And even if I could, I'm not sure I'd feel like it. I mean you'd be different in some way-I can't explain what I mean. Or you'd just passed by one of those puddles in the street with gasoline rainbows in them. Or you'd heard your mother and father having a terrific fight in the bathroom. Or you'd have a substitute taking the class, instead of Miss Aigletinger. salinger - catcher in the rye not spark notes - catcher rye - AbeBooks. Or the kid that was your partner in line the last time had got scarlet fever and you'd have a new partner. 'You know what i'd like to be I mean if i had my goddam choice' 'What Stop swearing.' ' You know that song 'If a body catch a body comin' through the rye'' I'd like - ' ' It's 'If a body meet a. Read CliffsNotes on Salingers The Catcher in the Rye (Cliffsnotes Literature Guides) - doc Posted by: sunyj.
Holden, in his narration, relates a flashback of a significant period of his life, three days and nights on his own in New York City. Not that you'd be so much older or anything. Salinger's The Catcher in the Rye, the first person narration is critical in helping the reader to know and understand the main character, Holden Caulfield.

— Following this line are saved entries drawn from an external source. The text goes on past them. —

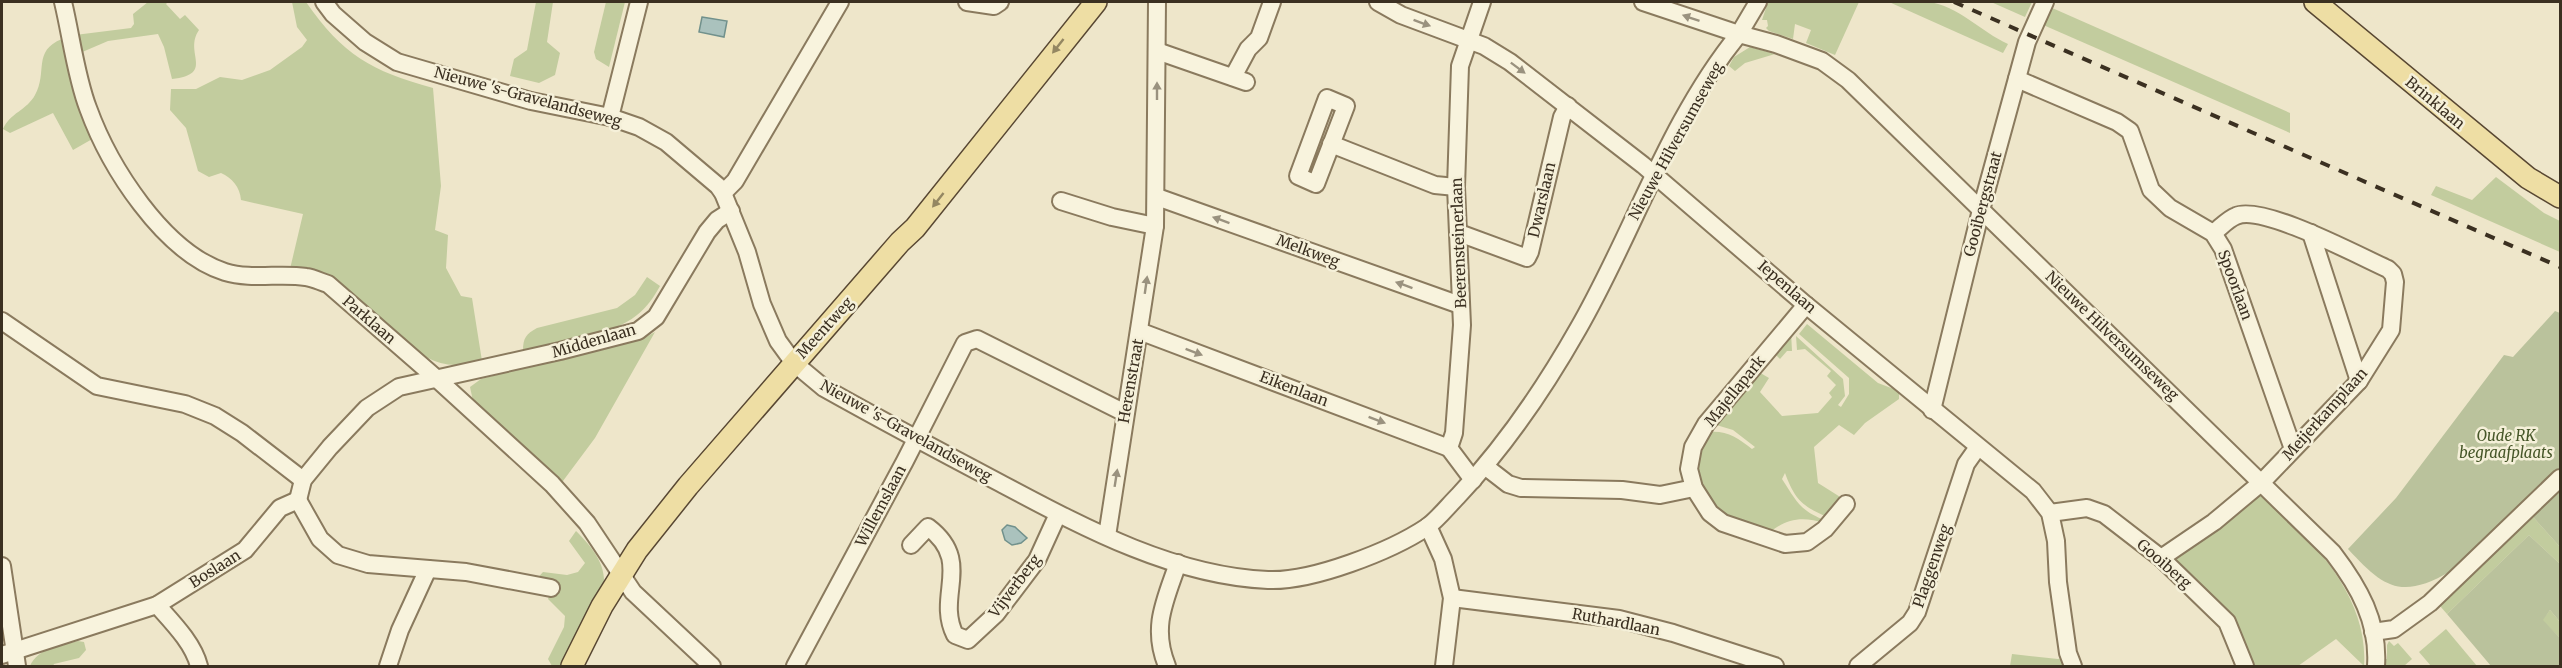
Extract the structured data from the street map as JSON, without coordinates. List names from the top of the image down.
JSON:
{
  "streets": {
    "main road": ["Brinklaan", "Meentweg"],
    "street": [
      "Nieuwe 's-Gravelandseweg",
      "Nieuwe Hilversumseweg",
      "Dwarslaan",
      "Gooibergstraat",
      "Beerensteinerlaan",
      "Melkweg",
      "Spoorlaan",
      "Iepenlaan",
      "Parklaan",
      "Middenlaan",
      "Herenstraat",
      "Eikenlaan",
      "Majellapark",
      "Meijerkamplaan",
      "Willemslaan",
      "Gooiberg",
      "Plaggenweg",
      "Boslaan",
      "Vijverberg",
      "Ruthardlaan"
    ]
  },
  "crossings": [
    ["Nieuwe 's-Gravelandseweg", "Nieuwe Hilversumseweg"],
    ["Nieuwe 's-Gravelandseweg", "Meentweg"],
    ["Nieuwe 's-Gravelandseweg", "Middenlaan"],
    ["Nieuwe 's-Gravelandseweg", "Herenstraat"],
    ["Nieuwe 's-Gravelandseweg", "Willemslaan"],
    ["Nieuwe 's-Gravelandseweg", "Vijverberg"],
    ["Nieuwe Hilversumseweg", "Gooibergstraat"],
    ["Nieuwe Hilversumseweg", "Iepenlaan"],
    ["Nieuwe Hilversumseweg", "Meijerkamplaan"],
    ["Dwarslaan", "Beerensteinerlaan"],
    ["Dwarslaan", "Iepenlaan"],
    ["Gooibergstraat", "Spoorlaan"],
    ["Gooibergstraat", "Iepenlaan"],
    ["Beerensteinerlaan", "Melkweg"],
    ["Beerensteinerlaan", "Iepenlaan"],
    ["Beerensteinerlaan", "Eikenlaan"],
    ["Melkweg", "Herenstraat"],
    ["Spoorlaan", "Meijerkamplaan"],
    ["Iepenlaan", "Majellapark"],
    ["Iepenlaan", "Gooiberg"],
    ["Iepenlaan", "Plaggenweg"],
    ["Parklaan", "Meentweg"],
    ["Parklaan", "Middenlaan"],
    ["Herenstraat", "Eikenlaan"],
    ["Herenstraat", "Willemslaan"],
    ["Meijerkamplaan", "Gooiberg"]
  ],
  "one_way": ["Meentweg", "Herenstraat", "Eikenlaan"],
  "parks": ["Oude RK begraafplaats"]
}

The only thing that would be different would be you. You could go there a hundred thousand times, and that Eskimo would still be just finished catching those two fish, the birds would still be on their way south, the deers would still be drinking out of that water hole, with their pretty antlers and they're pretty, skinny legs, and that squaw with the naked bosom would still be weaving that same blanket. The best thing, though, in that museum was that everything always stayed right where it was.